Francia se levantó divertido para ponerla en un aparato y que de este modo pudieran oírla los tres.

"Devuélveme Gibraltar... Devuélveme Gibraltar... Inglaterra... Si total, ¿para qué lo quieres?, no te hace ninguna falta... Además, esos andaluces británicos no van a conseguir otra cosa que no sea contagiarse del mal español de la pobreza... Devuelve Gibraltar a ese chico tan guapo... Ya no estamos en época colonial, hay que avanzar, y de cara a las olimpiadas sería un gesto tan diplomático que tendrías a España adorándote todo el tiempo... Y con lo guapo que es tendrías tanta suerte..."

Prusia y Francia se miraron a los ojos durante un instante, un instante ínfimo, que fue lo único que aguantaron sin reír.

—Admitiré –rio Prusia agarrándose la tripa–, que esto es mejor que el dinero. ¿Qué te pasa, España?

El aludido estaba lívido. Allí se encontraba, entre sus tostadas con jamón, sus galletas, su leche, su zumo y un cruasán por si acaso le daba hambre. Pálido, terriblemente pálido.

—Tengo una teoría... –comenzó entonces Francia intentando ahogar una risa–. El hecho de que haya aparecido Romano me hace pensar que aunque no nos lo has contado, también tenías un plan de sugestión para él...

—¡No puede ser! –gritó Prusia–. Pero, entonces, si lo que le has dado a Romano era la cinta de Inglaterra... ¿qué rayos le has dado a Inglaterra?

Aunque hubiera querido, España no pudo contestar a la pregunta de su amigo Prusia. En ese momento Inglaterra entró en la cocina: se acercó a él, y, sin dudarlo un instante y con la brusquedad que era usual en él, le plantó uno de los besos más apasionados que le había dado nadie en la vida.

*·* OMAKE *·*

Estados Unidos, rebuscando entre las cosas de Inglaterra para ver si encontraba algo con lo que hacerle chantaje, topó finalmente con un aparato de lo más antiguo oculto bajo la almohada. Rio con ganas mientras pensaba que los viejos nunca se deshacen de sus cosas de viejos.

—Estará intentando dejar de fumar... –meditó en voz baja para sí mismo, sin poder contener las ganas de escuchar la cinta que había en el interior.
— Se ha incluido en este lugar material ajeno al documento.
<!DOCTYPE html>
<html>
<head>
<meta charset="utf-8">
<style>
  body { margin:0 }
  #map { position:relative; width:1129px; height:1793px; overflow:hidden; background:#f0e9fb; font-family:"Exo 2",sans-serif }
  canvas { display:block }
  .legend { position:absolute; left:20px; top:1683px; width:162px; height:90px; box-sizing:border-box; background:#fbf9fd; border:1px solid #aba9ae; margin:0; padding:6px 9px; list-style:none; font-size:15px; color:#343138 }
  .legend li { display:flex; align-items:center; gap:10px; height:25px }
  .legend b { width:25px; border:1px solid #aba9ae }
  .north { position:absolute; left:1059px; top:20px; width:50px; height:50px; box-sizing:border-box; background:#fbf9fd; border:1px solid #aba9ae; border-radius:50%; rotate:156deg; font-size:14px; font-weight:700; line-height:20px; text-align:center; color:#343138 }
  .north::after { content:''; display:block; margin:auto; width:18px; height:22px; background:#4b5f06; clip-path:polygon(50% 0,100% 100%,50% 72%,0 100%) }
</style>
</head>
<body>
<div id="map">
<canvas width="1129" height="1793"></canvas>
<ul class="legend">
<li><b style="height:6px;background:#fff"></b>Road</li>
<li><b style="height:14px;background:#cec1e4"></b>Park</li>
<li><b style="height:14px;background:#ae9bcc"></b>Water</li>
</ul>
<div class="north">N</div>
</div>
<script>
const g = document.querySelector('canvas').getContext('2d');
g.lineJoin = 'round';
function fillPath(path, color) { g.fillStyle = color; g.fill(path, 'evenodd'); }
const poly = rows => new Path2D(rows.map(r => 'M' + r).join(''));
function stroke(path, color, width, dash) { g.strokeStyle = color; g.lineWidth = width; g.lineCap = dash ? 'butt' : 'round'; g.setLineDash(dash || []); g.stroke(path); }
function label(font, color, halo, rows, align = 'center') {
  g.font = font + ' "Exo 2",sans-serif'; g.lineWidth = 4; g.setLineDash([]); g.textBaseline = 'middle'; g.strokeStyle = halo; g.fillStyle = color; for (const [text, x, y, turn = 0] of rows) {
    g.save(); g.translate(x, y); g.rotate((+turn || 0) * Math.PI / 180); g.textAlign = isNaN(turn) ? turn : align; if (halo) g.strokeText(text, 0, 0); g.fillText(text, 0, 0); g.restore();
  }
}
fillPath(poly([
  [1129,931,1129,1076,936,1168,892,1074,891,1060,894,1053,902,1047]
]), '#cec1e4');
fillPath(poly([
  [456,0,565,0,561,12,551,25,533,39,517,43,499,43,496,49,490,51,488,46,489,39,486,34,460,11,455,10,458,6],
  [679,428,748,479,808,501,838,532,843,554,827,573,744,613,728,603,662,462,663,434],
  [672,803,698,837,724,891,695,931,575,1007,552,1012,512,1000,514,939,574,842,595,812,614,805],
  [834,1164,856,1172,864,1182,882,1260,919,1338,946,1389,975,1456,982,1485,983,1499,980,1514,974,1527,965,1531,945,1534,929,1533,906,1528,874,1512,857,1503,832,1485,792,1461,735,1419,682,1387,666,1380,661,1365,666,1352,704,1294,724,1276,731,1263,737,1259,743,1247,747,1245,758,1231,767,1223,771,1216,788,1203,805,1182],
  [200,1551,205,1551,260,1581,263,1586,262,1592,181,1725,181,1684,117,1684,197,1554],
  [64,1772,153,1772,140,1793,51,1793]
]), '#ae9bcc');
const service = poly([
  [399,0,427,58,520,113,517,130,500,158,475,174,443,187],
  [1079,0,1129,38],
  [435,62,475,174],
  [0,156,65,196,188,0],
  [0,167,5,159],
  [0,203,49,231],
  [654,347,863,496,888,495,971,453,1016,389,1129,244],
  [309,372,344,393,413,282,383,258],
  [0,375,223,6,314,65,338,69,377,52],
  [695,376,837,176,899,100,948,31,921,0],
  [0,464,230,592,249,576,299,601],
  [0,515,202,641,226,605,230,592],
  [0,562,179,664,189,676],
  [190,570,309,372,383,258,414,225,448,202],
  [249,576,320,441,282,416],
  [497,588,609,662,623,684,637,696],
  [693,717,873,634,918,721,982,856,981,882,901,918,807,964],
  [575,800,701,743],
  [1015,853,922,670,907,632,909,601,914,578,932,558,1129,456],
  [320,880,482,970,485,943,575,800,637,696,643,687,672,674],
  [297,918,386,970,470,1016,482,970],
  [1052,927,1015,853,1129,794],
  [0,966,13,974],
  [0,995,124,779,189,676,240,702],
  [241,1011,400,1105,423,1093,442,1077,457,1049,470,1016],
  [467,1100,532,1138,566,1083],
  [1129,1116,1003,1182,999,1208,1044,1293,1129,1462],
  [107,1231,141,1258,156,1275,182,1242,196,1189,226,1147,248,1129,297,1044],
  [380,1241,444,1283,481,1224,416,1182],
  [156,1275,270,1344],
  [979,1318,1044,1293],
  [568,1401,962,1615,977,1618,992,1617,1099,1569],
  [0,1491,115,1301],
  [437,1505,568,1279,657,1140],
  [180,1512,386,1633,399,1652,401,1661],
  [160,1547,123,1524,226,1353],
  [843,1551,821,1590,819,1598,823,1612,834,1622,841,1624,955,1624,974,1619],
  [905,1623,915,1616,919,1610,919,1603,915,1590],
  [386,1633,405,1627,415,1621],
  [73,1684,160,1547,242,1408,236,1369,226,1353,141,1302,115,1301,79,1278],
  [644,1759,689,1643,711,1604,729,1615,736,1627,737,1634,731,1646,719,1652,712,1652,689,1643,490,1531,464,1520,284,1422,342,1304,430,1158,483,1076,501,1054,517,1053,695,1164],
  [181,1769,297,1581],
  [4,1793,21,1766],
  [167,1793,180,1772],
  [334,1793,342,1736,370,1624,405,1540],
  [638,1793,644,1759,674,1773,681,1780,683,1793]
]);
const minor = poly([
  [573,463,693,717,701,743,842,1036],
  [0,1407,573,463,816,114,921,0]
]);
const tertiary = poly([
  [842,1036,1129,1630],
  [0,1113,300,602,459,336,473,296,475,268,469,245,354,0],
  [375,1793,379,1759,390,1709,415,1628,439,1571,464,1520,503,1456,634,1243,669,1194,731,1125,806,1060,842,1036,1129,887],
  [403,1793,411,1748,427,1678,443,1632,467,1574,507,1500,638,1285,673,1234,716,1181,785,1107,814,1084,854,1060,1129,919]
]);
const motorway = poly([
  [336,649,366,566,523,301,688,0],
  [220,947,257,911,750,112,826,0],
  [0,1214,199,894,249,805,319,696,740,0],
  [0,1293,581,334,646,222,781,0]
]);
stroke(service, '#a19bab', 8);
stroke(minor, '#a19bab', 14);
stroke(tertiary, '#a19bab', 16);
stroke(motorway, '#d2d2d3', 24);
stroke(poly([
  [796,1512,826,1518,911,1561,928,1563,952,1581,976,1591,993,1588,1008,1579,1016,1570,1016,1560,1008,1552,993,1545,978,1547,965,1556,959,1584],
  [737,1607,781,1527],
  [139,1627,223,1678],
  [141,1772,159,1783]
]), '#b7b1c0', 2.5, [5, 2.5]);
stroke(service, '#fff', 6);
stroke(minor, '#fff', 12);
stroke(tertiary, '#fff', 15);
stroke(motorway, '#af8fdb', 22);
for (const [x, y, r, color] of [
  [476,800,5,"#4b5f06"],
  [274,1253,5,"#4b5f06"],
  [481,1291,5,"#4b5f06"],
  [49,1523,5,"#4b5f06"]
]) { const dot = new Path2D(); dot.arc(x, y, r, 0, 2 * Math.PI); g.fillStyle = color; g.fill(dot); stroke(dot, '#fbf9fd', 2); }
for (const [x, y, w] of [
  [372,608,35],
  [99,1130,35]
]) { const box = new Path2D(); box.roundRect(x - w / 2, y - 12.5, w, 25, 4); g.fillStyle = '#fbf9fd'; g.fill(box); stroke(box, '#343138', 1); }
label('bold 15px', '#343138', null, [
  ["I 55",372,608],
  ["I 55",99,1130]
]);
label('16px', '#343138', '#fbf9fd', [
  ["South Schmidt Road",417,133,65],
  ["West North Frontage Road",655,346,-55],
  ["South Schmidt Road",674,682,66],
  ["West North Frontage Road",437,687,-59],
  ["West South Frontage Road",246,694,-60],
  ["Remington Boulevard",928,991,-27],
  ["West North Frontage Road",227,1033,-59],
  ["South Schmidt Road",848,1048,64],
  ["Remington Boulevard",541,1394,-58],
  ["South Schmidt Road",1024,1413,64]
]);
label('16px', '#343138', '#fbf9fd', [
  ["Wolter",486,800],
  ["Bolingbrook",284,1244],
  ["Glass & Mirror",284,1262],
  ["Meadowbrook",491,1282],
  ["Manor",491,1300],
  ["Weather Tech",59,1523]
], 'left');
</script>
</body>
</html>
Sin embargo, la grabación le dejó estupefacto.

"Que tengas dulces sueños: porque tú te lo mereces todo, tú y tus hermosos ojos verdes que jamás me cansaré de mirar, en los que siempre leo un anhelo y los que siempre deseo... Mataría por abrazarte cada noche, por sólo poderte susurrar lo mucho que te quiero, por encender tu piel, por besar cada milímetro de ti, por..."

El pobre Estados Unidos no pudo soportar más. Tambaleándose y aún sintiéndose algo violento, decidió que no volvería a entrar en el cuarto de Inglaterra nunca más.

Eso sí, se llevó la cinta. Seguro que podía conseguir muchas cosas a cambio de ella.